» WHAT NEEDS TO BE DONE:
Provide the number of lines of the records that include "linecap", with no other content.

»»

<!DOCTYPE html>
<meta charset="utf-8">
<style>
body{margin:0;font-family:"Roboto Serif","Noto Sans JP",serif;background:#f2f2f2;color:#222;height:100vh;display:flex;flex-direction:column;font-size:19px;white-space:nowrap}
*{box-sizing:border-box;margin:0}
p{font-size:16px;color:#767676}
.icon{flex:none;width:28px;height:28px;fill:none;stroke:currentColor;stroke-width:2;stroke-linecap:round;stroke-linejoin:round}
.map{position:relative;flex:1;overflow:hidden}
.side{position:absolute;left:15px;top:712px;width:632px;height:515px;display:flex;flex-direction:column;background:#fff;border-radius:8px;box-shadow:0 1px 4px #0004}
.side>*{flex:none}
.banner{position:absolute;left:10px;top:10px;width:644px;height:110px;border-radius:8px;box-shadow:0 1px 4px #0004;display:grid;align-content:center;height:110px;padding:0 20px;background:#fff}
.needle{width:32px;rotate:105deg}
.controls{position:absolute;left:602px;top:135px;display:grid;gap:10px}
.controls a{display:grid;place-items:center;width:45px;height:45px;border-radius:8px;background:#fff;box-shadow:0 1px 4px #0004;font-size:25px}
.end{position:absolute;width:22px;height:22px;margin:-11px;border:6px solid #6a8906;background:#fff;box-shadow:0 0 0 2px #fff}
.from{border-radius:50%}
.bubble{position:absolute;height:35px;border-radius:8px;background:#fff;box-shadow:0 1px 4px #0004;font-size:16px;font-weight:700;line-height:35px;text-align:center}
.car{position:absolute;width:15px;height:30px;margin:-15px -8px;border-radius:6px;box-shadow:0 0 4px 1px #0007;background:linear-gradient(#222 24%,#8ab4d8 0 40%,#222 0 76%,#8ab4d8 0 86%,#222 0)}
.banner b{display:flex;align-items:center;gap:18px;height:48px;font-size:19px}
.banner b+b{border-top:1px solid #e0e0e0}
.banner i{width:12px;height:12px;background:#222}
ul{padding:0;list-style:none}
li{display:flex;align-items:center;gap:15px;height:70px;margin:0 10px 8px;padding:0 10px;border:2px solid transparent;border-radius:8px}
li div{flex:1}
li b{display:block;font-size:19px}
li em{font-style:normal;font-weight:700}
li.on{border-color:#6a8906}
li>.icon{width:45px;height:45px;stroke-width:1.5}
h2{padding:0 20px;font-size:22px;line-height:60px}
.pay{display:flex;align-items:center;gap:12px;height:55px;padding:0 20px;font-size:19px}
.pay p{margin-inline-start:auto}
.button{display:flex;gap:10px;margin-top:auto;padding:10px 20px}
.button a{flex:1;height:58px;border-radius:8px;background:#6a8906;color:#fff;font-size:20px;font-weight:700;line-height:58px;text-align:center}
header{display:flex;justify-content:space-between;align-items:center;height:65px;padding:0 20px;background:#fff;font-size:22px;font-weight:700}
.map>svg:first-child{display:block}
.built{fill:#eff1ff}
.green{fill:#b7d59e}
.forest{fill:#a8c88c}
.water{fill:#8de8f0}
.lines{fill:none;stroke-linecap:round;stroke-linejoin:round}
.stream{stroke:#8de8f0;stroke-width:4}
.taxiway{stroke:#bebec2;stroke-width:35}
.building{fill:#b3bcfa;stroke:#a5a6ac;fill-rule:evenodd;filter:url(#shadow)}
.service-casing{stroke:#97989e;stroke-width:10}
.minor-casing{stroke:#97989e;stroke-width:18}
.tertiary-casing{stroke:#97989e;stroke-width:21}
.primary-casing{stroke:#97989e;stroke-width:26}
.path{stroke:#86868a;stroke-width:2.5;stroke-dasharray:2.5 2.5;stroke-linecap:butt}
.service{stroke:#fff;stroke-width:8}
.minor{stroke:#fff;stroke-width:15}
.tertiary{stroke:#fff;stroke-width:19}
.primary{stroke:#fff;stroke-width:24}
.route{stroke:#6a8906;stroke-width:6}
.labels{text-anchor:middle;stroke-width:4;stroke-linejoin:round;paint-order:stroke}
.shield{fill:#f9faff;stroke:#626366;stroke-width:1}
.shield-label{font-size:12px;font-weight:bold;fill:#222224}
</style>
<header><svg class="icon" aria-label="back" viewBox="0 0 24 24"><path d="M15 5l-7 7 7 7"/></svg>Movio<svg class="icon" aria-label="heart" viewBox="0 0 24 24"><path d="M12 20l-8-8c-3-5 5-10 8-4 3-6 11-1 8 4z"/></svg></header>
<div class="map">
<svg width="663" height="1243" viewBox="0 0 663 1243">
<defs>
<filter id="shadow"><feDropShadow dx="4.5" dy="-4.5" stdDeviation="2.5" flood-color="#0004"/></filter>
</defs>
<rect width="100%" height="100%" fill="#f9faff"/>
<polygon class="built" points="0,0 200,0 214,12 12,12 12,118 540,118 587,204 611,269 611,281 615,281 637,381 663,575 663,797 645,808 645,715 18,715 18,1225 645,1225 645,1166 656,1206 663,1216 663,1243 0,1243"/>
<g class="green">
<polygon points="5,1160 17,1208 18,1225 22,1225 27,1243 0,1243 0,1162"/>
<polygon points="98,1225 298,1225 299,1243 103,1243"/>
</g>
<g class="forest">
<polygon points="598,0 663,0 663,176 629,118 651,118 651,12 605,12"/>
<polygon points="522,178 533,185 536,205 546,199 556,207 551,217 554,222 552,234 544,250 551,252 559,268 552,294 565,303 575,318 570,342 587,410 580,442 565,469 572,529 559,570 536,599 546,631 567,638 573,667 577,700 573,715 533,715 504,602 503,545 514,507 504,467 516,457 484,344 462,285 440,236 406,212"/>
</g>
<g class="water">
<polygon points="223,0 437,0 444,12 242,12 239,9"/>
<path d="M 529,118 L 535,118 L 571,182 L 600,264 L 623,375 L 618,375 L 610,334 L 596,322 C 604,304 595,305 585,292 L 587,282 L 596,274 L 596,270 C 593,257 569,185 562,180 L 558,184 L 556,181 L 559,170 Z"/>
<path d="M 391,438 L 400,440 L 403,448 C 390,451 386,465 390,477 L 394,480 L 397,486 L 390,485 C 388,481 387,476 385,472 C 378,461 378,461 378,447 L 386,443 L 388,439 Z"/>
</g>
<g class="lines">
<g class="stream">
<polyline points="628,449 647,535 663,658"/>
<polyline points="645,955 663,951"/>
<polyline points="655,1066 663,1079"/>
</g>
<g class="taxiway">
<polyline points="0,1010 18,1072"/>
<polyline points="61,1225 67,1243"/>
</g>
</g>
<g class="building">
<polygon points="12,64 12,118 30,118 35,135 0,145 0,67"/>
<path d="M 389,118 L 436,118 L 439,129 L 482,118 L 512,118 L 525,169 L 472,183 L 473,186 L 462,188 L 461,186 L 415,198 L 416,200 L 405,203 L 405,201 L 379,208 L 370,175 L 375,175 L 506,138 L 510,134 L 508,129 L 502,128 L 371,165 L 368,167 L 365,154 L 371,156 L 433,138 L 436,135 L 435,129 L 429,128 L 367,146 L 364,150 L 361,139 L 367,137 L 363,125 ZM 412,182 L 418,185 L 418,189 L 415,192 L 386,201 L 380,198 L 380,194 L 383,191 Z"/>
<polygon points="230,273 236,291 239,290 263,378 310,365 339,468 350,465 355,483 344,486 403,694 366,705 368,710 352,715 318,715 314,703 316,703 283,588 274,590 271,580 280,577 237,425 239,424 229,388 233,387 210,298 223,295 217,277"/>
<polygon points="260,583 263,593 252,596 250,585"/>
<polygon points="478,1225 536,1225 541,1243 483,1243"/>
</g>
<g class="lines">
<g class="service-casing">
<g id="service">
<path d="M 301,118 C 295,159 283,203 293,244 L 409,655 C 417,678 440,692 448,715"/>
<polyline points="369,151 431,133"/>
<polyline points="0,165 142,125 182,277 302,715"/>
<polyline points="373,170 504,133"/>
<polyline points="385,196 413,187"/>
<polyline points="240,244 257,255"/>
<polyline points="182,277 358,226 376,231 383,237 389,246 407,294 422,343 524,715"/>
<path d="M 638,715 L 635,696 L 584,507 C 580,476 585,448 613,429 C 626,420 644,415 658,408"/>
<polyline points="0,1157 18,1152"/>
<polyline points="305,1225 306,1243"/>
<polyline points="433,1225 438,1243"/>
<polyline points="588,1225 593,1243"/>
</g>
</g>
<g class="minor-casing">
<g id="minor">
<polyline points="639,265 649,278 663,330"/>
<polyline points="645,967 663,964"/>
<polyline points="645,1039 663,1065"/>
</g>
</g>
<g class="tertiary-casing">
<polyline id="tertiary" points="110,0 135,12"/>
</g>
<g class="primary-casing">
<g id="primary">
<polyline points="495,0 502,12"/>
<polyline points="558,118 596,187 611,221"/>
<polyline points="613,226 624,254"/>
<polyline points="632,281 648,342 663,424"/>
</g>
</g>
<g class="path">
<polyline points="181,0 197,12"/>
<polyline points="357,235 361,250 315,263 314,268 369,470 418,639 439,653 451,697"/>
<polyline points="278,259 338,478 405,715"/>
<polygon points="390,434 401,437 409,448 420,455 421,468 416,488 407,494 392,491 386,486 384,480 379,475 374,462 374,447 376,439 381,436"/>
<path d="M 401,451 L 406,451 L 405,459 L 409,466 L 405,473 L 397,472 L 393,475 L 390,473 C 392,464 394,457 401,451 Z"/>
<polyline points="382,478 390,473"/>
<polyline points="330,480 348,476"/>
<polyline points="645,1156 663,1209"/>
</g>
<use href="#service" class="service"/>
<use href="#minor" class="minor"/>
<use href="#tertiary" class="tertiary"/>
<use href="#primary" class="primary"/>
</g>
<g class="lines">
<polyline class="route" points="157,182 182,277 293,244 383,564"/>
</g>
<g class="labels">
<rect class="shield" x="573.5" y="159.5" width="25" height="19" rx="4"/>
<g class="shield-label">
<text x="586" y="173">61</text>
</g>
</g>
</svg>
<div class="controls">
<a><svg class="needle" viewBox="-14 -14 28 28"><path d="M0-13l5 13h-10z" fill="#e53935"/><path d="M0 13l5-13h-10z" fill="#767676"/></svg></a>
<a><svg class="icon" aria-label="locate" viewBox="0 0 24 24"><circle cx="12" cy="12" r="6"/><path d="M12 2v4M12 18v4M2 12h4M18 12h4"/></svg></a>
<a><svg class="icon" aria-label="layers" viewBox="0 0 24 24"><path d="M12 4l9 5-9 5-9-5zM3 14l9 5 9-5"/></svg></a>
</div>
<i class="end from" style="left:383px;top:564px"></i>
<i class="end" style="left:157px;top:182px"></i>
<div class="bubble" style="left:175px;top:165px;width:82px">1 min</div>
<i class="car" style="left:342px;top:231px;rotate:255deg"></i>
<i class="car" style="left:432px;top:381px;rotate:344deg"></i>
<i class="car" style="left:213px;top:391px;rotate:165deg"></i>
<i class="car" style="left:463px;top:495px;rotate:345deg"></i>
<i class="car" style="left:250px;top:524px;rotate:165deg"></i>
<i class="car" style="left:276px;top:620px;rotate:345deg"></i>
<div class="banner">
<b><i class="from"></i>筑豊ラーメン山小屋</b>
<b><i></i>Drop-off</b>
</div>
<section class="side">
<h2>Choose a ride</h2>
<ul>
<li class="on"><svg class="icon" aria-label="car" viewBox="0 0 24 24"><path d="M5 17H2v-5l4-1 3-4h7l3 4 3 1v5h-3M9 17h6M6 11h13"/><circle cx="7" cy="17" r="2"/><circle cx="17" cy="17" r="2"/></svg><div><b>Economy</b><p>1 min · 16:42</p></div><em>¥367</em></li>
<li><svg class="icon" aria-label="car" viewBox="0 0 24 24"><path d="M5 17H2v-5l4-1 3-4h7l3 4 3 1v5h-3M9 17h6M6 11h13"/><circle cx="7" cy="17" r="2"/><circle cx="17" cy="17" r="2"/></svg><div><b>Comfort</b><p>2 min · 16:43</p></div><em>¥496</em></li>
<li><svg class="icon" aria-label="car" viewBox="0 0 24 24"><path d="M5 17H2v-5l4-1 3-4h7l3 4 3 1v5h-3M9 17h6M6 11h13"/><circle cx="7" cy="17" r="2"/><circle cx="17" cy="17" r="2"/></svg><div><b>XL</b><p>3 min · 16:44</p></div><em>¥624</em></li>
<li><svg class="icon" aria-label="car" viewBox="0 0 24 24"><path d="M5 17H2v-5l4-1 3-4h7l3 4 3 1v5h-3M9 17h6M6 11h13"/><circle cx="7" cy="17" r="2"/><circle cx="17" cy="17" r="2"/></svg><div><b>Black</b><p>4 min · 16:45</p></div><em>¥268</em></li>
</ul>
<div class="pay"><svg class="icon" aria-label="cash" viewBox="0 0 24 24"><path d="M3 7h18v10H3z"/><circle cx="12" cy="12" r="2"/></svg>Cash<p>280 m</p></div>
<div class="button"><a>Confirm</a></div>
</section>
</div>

««

» EXERCISE ANSWER:
3